● Exercise aim: Each record below should be set down exactly.
Data for the task below:
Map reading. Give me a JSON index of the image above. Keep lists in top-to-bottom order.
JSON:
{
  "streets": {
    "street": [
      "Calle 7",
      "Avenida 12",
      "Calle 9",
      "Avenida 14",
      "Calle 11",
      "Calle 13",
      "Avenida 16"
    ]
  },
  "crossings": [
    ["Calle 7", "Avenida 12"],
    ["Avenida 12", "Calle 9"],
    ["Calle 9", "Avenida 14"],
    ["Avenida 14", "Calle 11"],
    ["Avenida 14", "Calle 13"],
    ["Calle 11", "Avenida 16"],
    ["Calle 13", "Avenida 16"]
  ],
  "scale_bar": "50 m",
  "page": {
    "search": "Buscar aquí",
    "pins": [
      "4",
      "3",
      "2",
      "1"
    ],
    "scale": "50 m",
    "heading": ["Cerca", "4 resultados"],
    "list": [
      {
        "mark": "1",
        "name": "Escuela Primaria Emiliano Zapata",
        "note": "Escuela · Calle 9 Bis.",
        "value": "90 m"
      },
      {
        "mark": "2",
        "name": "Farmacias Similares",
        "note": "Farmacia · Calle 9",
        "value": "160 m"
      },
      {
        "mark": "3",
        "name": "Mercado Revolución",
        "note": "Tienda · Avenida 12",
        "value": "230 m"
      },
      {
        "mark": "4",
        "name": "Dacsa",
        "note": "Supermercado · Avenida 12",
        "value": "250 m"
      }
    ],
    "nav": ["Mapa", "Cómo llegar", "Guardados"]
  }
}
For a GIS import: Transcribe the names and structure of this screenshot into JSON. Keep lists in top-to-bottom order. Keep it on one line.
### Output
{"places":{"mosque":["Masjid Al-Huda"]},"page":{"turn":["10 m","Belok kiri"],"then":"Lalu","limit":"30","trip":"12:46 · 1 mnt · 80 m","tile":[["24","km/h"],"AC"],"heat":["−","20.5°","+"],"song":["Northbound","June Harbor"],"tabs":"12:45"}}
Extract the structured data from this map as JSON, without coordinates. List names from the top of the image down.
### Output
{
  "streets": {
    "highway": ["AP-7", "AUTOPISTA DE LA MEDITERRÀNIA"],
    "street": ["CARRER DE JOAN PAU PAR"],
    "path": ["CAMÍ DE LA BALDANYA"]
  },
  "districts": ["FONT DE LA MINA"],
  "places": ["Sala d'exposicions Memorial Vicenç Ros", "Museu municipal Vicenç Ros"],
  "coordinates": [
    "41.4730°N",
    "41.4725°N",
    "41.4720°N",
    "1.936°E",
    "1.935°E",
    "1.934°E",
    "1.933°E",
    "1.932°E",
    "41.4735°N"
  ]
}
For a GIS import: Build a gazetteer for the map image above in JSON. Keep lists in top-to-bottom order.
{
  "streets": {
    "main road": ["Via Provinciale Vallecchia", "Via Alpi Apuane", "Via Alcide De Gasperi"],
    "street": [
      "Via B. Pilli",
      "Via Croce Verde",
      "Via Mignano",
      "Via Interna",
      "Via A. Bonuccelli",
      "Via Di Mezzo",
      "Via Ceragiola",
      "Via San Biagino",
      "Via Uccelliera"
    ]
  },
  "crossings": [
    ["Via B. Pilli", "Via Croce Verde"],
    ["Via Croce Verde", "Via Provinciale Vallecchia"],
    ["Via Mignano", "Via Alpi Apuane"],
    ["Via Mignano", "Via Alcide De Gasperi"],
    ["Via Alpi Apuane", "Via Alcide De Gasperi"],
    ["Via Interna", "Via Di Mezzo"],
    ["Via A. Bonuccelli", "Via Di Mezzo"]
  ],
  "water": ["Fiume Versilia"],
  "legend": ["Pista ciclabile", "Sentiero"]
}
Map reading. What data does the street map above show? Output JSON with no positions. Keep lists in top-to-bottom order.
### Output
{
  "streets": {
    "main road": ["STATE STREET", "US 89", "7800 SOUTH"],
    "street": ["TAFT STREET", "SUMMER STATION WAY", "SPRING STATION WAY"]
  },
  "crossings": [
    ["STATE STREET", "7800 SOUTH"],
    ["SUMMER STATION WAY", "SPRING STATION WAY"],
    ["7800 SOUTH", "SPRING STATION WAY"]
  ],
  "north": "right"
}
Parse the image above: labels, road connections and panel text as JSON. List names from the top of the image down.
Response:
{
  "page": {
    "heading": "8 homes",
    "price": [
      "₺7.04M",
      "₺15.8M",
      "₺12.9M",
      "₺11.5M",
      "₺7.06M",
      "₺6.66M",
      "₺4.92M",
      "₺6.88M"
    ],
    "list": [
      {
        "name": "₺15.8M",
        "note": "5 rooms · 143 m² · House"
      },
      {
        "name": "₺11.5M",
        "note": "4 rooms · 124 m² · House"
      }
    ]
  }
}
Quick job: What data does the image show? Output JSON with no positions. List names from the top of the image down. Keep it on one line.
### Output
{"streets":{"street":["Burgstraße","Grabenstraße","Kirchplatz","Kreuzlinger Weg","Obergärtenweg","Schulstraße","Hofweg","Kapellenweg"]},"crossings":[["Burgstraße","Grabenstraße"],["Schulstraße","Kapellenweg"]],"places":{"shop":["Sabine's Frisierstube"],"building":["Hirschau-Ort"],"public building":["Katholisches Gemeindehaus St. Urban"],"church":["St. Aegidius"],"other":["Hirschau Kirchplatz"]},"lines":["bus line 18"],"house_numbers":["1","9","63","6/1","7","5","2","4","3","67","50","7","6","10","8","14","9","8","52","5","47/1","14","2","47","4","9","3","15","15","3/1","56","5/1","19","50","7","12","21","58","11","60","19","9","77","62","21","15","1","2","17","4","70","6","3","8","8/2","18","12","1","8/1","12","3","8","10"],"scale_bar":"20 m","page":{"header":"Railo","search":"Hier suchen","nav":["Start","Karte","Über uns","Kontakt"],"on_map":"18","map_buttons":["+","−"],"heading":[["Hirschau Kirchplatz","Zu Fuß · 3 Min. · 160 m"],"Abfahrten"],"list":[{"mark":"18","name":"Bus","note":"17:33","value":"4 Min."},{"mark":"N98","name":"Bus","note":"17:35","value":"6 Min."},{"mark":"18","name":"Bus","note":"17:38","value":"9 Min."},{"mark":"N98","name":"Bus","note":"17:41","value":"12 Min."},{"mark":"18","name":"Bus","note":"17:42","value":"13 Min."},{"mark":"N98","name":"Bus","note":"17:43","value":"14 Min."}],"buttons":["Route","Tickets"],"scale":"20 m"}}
End of Data for the task.
● Result:
Map reading. Give me a JSON index of the image above. Keep lists in top-to-bottom order.
JSON:
{
  "streets": {
    "street": [
      "Calle 7",
      "Avenida 12",
      "Calle 9",
      "Avenida 14",
      "Calle 11",
      "Calle 13",
      "Avenida 16"
    ]
  },
  "crossings": [
    ["Calle 7", "Avenida 12"],
    ["Avenida 12", "Calle 9"],
    ["Calle 9", "Avenida 14"],
    ["Avenida 14", "Calle 11"],
    ["Avenida 14", "Calle 13"],
    ["Calle 11", "Avenida 16"],
    ["Calle 13", "Avenida 16"]
  ],
  "scale_bar": "50 m",
  "page": {
    "search": "Buscar aquí",
    "pins": [
      "4",
      "3",
      "2",
      "1"
    ],
    "scale": "50 m",
    "heading": ["Cerca", "4 resultados"],
    "list": [
      {
        "mark": "1",
        "name": "Escuela Primaria Emiliano Zapata",
        "note": "Escuela · Calle 9 Bis.",
        "value": "90 m"
      },
      {
        "mark": "2",
        "name": "Farmacias Similares",
        "note": "Farmacia · Calle 9",
        "value": "160 m"
      },
      {
        "mark": "3",
        "name": "Mercado Revolución",
        "note": "Tienda · Avenida 12",
        "value": "230 m"
      },
      {
        "mark": "4",
        "name": "Dacsa",
        "note": "Supermercado · Avenida 12",
        "value": "250 m"
      }
    ],
    "nav": ["Mapa", "Cómo llegar", "Guardados"]
  }
}
For a GIS import: Transcribe the names and structure of this screenshot into JSON. Keep lists in top-to-bottom order. Keep it on one line.
### Output
{"places":{"mosque":["Masjid Al-Huda"]},"page":{"turn":["10 m","Belok kiri"],"then":"Lalu","limit":"30","trip":"12:46 · 1 mnt · 80 m","tile":[["24","km/h"],"AC"],"heat":["−","20.5°","+"],"song":["Northbound","June Harbor"],"tabs":"12:45"}}
Extract the structured data from this map as JSON, without coordinates. List names from the top of the image down.
### Output
{
  "streets": {
    "highway": ["AP-7", "AUTOPISTA DE LA MEDITERRÀNIA"],
    "street": ["CARRER DE JOAN PAU PAR"],
    "path": ["CAMÍ DE LA BALDANYA"]
  },
  "districts": ["FONT DE LA MINA"],
  "places": ["Sala d'exposicions Memorial Vicenç Ros", "Museu municipal Vicenç Ros"],
  "coordinates": [
    "41.4730°N",
    "41.4725°N",
    "41.4720°N",
    "1.936°E",
    "1.935°E",
    "1.934°E",
    "1.933°E",
    "1.932°E",
    "41.4735°N"
  ]
}
For a GIS import: Build a gazetteer for the map image above in JSON. Keep lists in top-to-bottom order.
{
  "streets": {
    "main road": ["Via Provinciale Vallecchia", "Via Alpi Apuane", "Via Alcide De Gasperi"],
    "street": [
      "Via B. Pilli",
      "Via Croce Verde",
      "Via Mignano",
      "Via Interna",
      "Via A. Bonuccelli",
      "Via Di Mezzo",
      "Via Ceragiola",
      "Via San Biagino",
      "Via Uccelliera"
    ]
  },
  "crossings": [
    ["Via B. Pilli", "Via Croce Verde"],
    ["Via Croce Verde", "Via Provinciale Vallecchia"],
    ["Via Mignano", "Via Alpi Apuane"],
    ["Via Mignano", "Via Alcide De Gasperi"],
    ["Via Alpi Apuane", "Via Alcide De Gasperi"],
    ["Via Interna", "Via Di Mezzo"],
    ["Via A. Bonuccelli", "Via Di Mezzo"]
  ],
  "water": ["Fiume Versilia"],
  "legend": ["Pista ciclabile", "Sentiero"]
}
Map reading. What data does the street map above show? Output JSON with no positions. Keep lists in top-to-bottom order.
### Output
{
  "streets": {
    "main road": ["STATE STREET", "US 89", "7800 SOUTH"],
    "street": ["TAFT STREET", "SUMMER STATION WAY", "SPRING STATION WAY"]
  },
  "crossings": [
    ["STATE STREET", "7800 SOUTH"],
    ["SUMMER STATION WAY", "SPRING STATION WAY"],
    ["7800 SOUTH", "SPRING STATION WAY"]
  ],
  "north": "right"
}
Parse the image above: labels, road connections and panel text as JSON. List names from the top of the image down.
Response:
{
  "page": {
    "heading": "8 homes",
    "price": [
      "₺7.04M",
      "₺15.8M",
      "₺12.9M",
      "₺11.5M",
      "₺7.06M",
      "₺6.66M",
      "₺4.92M",
      "₺6.88M"
    ],
    "list": [
      {
        "name": "₺15.8M",
        "note": "5 rooms · 143 m² · House"
      },
      {
        "name": "₺11.5M",
        "note": "4 rooms · 124 m² · House"
      }
    ]
  }
}
Quick job: What data does the image show? Output JSON with no positions. List names from the top of the image down. Keep it on one line.
### Output
{"streets":{"street":["Burgstraße","Grabenstraße","Kirchplatz","Kreuzlinger Weg","Obergärtenweg","Schulstraße","Hofweg","Kapellenweg"]},"crossings":[["Burgstraße","Grabenstraße"],["Schulstraße","Kapellenweg"]],"places":{"shop":["Sabine's Frisierstube"],"building":["Hirschau-Ort"],"public building":["Katholisches Gemeindehaus St. Urban"],"church":["St. Aegidius"],"other":["Hirschau Kirchplatz"]},"lines":["bus line 18"],"house_numbers":["1","9","63","6/1","7","5","2","4","3","67","50","7","6","10","8","14","9","8","52","5","47/1","14","2","47","4","9","3","15","15","3/1","56","5/1","19","50","7","12","21","58","11","60","19","9","77","62","21","15","1","2","17","4","70","6","3","8","8/2","18","12","1","8/1","12","3","8","10"],"scale_bar":"20 m","page":{"header":"Railo","search":"Hier suchen","nav":["Start","Karte","Über uns","Kontakt"],"on_map":"18","map_buttons":["+","−"],"heading":[["Hirschau Kirchplatz","Zu Fuß · 3 Min. · 160 m"],"Abfahrten"],"list":[{"mark":"18","name":"Bus","note":"17:33","value":"4 Min."},{"mark":"N98","name":"Bus","note":"17:35","value":"6 Min."},{"mark":"18","name":"Bus","note":"17:38","value":"9 Min."},{"mark":"N98","name":"Bus","note":"17:41","value":"12 Min."},{"mark":"18","name":"Bus","note":"17:42","value":"13 Min."},{"mark":"N98","name":"Bus","note":"17:43","value":"14 Min."}],"buttons":["Route","Tickets"],"scale":"20 m"}}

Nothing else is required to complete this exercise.